Conduction system pacing (CSP)—encompassing His bundle pacing (HBP) and left bundle branch area pacing (LBBAP)—has emerged in recent years as a preferred pacing strategy to preserve ventricular synchrony and minimize the risk of pacing-induced cardiomyopathy. While HBP may represent the ideal therapeutic strategy based on its inherent ability to address biventricular synchrony, LBBAP is rapidly emerging as a more reliable and durable strategy due to its target zone being wider and embedded in muscular tissue leading to improved chronic thresholds [1]. The benefits of LBBAP include lack of need for backup right ventricular (RV) lead pacing [2], improved clinical and echocardiographic outcomes in heart failure patients with left bundle branch block (LBBB) as an alternative to traditional cardiac resynchronization therapy (CRT) [3], and lower risk for heart failure hospitalization compared to CRT [4].

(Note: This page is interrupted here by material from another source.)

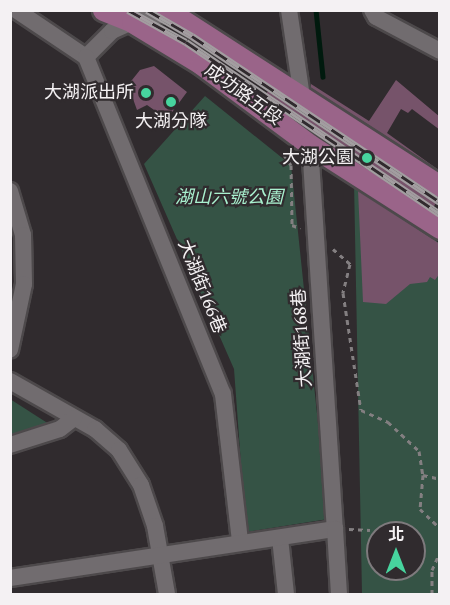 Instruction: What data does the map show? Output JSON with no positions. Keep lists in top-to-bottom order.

Several challenges exist, however, to successful and effective LBBAP implantation technique, including inability to target the proper zone on the interventricular septum, difficulty navigating in a dilated heart, and the presence of interventricular septal fibrosis. In addition, right-sided CIED implantations present both anatomic and technical challenges. Anatomically the right subclavian vein has a shorter, more vertical course prior to reaching the heart, and technically, most commercially available delivery sheaths are designed for left-sided implants. The latter presents additional challenges as the unique course of a right-sided implant necessitates catheter manipulations opposite those of typical, left-sided ones which also oftentimes limit the ability to transmit torque effectively. At the time of this writing, the only Food and Drug Association (FDA) approved delivery sheaths for conduction system pacing are the Medtronic C304-HIS and C315HIS (Medtronic, Minneapolis, MN), which are designed for left-sided approaches.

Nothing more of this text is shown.